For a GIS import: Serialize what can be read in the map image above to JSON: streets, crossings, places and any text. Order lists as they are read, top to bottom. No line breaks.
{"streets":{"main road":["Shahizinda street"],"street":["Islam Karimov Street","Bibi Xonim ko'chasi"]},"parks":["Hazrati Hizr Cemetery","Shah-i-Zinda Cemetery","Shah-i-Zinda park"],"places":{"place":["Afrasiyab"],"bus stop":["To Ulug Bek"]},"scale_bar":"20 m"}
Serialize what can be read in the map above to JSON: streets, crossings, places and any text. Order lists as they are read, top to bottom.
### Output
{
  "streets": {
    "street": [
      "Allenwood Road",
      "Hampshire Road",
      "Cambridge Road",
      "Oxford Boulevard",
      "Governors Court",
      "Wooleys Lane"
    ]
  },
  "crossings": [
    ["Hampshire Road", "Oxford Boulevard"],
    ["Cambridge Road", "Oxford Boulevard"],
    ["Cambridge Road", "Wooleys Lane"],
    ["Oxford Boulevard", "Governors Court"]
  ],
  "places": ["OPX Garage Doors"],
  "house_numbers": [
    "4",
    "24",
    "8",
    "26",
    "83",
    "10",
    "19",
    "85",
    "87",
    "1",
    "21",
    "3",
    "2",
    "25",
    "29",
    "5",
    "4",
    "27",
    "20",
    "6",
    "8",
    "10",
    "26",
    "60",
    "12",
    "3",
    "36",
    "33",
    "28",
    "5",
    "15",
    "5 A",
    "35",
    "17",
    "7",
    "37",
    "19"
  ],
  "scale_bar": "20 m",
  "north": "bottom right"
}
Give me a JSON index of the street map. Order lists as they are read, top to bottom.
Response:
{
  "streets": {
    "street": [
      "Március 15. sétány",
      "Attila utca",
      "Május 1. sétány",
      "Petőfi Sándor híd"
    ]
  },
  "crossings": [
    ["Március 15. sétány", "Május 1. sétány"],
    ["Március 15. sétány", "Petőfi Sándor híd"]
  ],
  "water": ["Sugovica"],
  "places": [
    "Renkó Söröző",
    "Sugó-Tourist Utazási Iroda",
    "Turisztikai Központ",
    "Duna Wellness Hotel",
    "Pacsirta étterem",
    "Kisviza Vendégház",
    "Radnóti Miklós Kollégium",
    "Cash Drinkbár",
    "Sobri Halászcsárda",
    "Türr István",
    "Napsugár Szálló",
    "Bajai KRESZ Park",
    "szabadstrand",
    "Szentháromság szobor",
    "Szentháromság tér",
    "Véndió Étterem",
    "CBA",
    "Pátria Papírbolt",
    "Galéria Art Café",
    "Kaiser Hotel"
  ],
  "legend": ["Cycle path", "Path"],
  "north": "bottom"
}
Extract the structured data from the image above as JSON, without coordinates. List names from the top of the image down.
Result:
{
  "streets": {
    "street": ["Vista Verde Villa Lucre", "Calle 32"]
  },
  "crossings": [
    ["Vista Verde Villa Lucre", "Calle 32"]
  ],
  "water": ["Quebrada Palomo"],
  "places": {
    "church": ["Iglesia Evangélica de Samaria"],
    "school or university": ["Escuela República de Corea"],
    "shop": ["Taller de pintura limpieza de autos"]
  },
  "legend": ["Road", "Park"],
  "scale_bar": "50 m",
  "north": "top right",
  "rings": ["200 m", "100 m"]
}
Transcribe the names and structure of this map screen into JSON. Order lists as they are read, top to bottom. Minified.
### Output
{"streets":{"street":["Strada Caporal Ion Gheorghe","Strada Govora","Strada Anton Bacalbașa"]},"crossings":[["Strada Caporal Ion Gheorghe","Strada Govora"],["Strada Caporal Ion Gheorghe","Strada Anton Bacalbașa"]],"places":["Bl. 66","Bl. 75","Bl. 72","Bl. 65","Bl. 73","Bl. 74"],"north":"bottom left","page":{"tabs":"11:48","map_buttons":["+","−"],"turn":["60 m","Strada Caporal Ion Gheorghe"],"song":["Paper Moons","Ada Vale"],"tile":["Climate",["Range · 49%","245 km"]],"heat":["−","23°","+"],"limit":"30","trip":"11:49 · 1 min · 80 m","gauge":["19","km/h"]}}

▸ **Exercise**
Above are the entries. Output exactly the lines beginning with the line that has "Give me a JSON" and ending with the line that has "Extract the structured".

▸ **Your response**
Give me a JSON index of the street map. Order lists as they are read, top to bottom.
Response:
{
  "streets": {
    "street": [
      "Március 15. sétány",
      "Attila utca",
      "Május 1. sétány",
      "Petőfi Sándor híd"
    ]
  },
  "crossings": [
    ["Március 15. sétány", "Május 1. sétány"],
    ["Március 15. sétány", "Petőfi Sándor híd"]
  ],
  "water": ["Sugovica"],
  "places": [
    "Renkó Söröző",
    "Sugó-Tourist Utazási Iroda",
    "Turisztikai Központ",
    "Duna Wellness Hotel",
    "Pacsirta étterem",
    "Kisviza Vendégház",
    "Radnóti Miklós Kollégium",
    "Cash Drinkbár",
    "Sobri Halászcsárda",
    "Türr István",
    "Napsugár Szálló",
    "Bajai KRESZ Park",
    "szabadstrand",
    "Szentháromság szobor",
    "Szentháromság tér",
    "Véndió Étterem",
    "CBA",
    "Pátria Papírbolt",
    "Galéria Art Café",
    "Kaiser Hotel"
  ],
  "legend": ["Cycle path", "Path"],
  "north": "bottom"
}
Extract the structured data from the image above as JSON, without coordinates. List names from the top of the image down.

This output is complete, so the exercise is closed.